Kingsbury outlined how, in 2014, he started to look at RabbitMQ, Etcd and Elastic Search and how vendors reacted to his work. Then he went on looking at Mongodb and Elastic Search in details, explaining their issues in case of network partitions, but reminding us that these projects have improved. Then he looked at Aeropiske, reviewing claims they make on their website and how some of them were not implemented at all, and dispelling them so much that I felt bad for the vendor. He finished the talk saying that people should carefully review the documentation before choosing a product, and told that despite taking around 1 month to carefully assess a database, anybody can do it since he published everything on github .

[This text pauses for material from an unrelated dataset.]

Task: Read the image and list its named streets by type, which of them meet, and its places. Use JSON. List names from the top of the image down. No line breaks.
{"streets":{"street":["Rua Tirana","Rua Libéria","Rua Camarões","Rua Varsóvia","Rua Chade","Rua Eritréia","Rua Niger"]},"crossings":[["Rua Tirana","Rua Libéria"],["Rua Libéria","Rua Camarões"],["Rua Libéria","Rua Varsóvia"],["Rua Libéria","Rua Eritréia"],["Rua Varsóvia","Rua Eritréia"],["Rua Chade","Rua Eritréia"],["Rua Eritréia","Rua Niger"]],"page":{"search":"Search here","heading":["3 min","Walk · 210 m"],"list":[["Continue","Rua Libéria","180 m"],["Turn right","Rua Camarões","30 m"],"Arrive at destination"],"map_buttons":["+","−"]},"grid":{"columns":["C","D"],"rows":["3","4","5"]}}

Following the Jepsen talk was one on the infrastructure of CloudFlare, given by John Graham-Cumming. He explained that CloudFlare deals with an enormous amount of logs (400T per day, compressed), so they do not store them due to resources, privacy and uselessness issues. He then explained how they leverage the lua module of Nginx and Apache Kafka to do stream processing and efficient computation of the streams, detecting attacks and handling traffic loads among others with streaming algorithm like HyperLogLog. For more information, check out Cloudflare's blog post outlining how their systems tie everything together.
The next speaker was Salvatore Sanfilippo, Pivotal employee and creator of Redis. Unexpectedly, Sanfilippo didn't speak about Redis, but rather presented Disque, a message queue written after Sanfilippo noticed that many were using Redis for this unintended use case. He mostly talked about the different operations supported by Disque, and about the restricted set of semantics supported ("at least once", "at most once"), and how he decided to drop the guarantee of ordering to simplify the design. Disque is also replicated, either synchronously or asynchronously, depending on the needs of the user.
Microservices at Netflix
Finally, Jeremy Edberg came on the stage for the last talk of the day to speak of the infrastructure at Netflix, about what you need for microservices and about whether you need them. Starting with the requirement of using an elastic infrastructure rather than your own DC, he went on speaking of making sure you use CI, monitoring, and manage network, which form a big part of a scalable infrastructure. Weighing in on the tradional discussion of "buy vs build", he recommended to not write your own load balancer, but instead to use HAProxy. According to him, the issue of service discovery in a microservice architecture is not a solved issue yet, so Netflix had to write their own system called Eureka which Edberg characterized as too complicated. He advised against using DNS for service discovery, citing caching latency and other properties of DNS as issues. He then went on the various tools of the chaos monkey suite, such as chaos gorilla, which can kill a complete DC, or chaos kong, which can redirect traffic from one region to another, adding latency at random to make sure everything is working correctly. He finished by reminding attendees that they need a solid data platform for microservices to work well at scale in a resilient way.
The day was concluded by a announce of a new conference from the same team, dedicated to security for developers, called DotSecurity, the Friday before DotScale 2016.